| WHAT TO DO |
Only the lines below between the ones containing "Describe this screen" and "Quick job: Read", inclusive, are to be reproduced, each exactly as it stands.

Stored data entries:
[Start of Attachment]
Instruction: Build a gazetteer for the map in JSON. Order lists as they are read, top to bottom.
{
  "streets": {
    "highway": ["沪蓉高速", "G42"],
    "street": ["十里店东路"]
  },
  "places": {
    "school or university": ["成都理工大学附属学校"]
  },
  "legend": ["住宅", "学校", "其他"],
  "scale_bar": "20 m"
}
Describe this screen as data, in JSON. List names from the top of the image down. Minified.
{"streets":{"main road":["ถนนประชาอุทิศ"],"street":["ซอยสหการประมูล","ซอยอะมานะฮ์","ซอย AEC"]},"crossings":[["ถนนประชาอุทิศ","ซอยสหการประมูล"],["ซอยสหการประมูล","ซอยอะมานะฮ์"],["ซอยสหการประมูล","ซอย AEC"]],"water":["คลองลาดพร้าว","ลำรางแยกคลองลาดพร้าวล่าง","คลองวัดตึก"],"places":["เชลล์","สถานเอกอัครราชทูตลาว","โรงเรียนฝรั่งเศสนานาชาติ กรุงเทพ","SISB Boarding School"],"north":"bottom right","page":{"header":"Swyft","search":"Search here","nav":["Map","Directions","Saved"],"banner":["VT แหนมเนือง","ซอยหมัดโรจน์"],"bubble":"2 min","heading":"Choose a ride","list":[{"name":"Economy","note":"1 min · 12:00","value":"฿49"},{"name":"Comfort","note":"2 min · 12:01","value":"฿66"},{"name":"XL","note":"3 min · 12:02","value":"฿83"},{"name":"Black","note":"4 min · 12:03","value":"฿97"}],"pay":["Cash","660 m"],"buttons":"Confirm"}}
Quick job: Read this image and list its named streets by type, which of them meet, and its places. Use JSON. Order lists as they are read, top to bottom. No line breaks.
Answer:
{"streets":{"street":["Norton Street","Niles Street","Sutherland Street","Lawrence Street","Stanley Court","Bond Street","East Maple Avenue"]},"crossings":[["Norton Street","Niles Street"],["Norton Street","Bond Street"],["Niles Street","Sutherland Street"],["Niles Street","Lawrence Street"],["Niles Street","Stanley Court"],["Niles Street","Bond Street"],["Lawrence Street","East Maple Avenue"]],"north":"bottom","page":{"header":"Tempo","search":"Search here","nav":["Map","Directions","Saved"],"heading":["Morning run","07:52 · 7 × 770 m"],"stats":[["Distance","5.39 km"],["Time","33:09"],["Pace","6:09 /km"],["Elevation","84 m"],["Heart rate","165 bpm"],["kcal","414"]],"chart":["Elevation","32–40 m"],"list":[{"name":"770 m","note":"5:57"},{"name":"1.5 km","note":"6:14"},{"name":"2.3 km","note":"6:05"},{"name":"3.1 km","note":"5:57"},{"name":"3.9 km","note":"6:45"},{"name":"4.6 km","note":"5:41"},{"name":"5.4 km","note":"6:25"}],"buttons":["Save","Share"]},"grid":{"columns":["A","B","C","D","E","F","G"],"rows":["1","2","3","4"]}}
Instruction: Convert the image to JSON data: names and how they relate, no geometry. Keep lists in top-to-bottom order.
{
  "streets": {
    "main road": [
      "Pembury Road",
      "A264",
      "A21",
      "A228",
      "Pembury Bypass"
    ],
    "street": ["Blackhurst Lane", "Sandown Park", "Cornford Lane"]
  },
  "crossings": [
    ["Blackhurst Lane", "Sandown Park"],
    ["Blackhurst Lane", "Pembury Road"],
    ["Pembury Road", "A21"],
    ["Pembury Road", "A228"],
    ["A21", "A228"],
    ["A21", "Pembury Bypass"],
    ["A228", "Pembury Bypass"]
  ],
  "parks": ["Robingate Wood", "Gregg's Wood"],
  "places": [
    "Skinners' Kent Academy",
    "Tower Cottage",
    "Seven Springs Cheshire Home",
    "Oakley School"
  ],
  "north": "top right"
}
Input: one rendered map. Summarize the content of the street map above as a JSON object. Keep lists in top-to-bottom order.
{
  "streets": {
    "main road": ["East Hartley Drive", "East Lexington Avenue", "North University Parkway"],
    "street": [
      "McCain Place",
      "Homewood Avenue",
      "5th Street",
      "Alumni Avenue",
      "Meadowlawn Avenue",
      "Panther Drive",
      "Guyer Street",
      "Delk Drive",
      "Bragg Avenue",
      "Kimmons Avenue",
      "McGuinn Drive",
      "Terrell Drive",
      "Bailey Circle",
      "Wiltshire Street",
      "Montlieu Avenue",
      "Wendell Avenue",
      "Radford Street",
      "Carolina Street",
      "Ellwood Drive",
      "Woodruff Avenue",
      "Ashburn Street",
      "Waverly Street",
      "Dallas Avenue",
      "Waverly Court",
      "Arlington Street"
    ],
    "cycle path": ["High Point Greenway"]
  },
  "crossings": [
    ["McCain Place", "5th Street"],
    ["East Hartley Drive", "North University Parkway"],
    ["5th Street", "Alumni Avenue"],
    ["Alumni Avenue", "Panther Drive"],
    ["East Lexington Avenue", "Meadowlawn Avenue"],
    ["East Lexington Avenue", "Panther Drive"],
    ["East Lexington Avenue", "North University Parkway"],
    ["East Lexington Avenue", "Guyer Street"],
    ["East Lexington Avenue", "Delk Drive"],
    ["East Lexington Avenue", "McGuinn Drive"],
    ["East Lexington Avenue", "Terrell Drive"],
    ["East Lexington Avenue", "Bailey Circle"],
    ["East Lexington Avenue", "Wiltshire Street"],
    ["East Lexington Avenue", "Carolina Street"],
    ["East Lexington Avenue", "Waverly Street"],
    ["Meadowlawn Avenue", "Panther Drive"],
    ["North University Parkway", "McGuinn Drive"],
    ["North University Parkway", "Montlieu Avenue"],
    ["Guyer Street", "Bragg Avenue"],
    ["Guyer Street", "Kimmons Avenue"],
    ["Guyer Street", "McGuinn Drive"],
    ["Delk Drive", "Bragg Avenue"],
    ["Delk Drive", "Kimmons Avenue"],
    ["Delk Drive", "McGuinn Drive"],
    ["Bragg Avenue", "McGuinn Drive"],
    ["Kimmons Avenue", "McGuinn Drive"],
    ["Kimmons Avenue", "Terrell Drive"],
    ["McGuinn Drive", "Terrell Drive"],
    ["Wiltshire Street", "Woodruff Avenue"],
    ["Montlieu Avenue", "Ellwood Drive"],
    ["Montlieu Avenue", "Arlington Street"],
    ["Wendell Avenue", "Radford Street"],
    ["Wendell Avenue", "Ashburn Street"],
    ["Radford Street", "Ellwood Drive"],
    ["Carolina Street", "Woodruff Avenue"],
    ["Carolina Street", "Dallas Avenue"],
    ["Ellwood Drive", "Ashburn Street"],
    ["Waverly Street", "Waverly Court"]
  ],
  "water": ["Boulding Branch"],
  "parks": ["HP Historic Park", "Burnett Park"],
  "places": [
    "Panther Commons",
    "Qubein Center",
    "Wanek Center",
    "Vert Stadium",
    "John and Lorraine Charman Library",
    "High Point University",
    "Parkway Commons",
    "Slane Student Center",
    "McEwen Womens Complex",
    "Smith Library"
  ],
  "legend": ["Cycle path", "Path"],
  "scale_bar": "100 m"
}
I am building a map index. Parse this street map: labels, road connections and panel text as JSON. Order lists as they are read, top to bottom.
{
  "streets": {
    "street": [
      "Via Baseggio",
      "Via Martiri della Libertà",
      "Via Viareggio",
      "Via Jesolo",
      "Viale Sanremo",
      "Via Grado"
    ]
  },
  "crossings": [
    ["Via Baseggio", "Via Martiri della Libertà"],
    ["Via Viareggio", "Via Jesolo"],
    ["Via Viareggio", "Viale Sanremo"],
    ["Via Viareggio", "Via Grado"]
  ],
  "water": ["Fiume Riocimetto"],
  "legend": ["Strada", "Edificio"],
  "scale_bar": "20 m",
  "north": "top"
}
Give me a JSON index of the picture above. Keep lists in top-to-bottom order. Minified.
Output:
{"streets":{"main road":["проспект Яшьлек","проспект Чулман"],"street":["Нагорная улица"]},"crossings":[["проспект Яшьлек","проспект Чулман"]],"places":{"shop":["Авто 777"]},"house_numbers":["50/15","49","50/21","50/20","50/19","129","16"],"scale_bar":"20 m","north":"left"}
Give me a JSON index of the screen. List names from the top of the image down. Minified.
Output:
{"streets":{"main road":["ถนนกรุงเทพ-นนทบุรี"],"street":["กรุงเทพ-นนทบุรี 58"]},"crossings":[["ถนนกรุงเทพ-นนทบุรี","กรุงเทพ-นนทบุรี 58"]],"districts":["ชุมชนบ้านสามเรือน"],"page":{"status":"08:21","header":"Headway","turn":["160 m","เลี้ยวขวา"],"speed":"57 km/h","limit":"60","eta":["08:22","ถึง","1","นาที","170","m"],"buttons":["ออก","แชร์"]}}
[End of Attachment]
| EXERCISE RESPONSE |
Describe this screen as data, in JSON. List names from the top of the image down. Minified.
{"streets":{"main road":["ถนนประชาอุทิศ"],"street":["ซอยสหการประมูล","ซอยอะมานะฮ์","ซอย AEC"]},"crossings":[["ถนนประชาอุทิศ","ซอยสหการประมูล"],["ซอยสหการประมูล","ซอยอะมานะฮ์"],["ซอยสหการประมูล","ซอย AEC"]],"water":["คลองลาดพร้าว","ลำรางแยกคลองลาดพร้าวล่าง","คลองวัดตึก"],"places":["เชลล์","สถานเอกอัครราชทูตลาว","โรงเรียนฝรั่งเศสนานาชาติ กรุงเทพ","SISB Boarding School"],"north":"bottom right","page":{"header":"Swyft","search":"Search here","nav":["Map","Directions","Saved"],"banner":["VT แหนมเนือง","ซอยหมัดโรจน์"],"bubble":"2 min","heading":"Choose a ride","list":[{"name":"Economy","note":"1 min · 12:00","value":"฿49"},{"name":"Comfort","note":"2 min · 12:01","value":"฿66"},{"name":"XL","note":"3 min · 12:02","value":"฿83"},{"name":"Black","note":"4 min · 12:03","value":"฿97"}],"pay":["Cash","660 m"],"buttons":"Confirm"}}
Quick job: Read this image and list its named streets by type, which of them meet, and its places. Use JSON. Order lists as they are read, top to bottom. No line breaks.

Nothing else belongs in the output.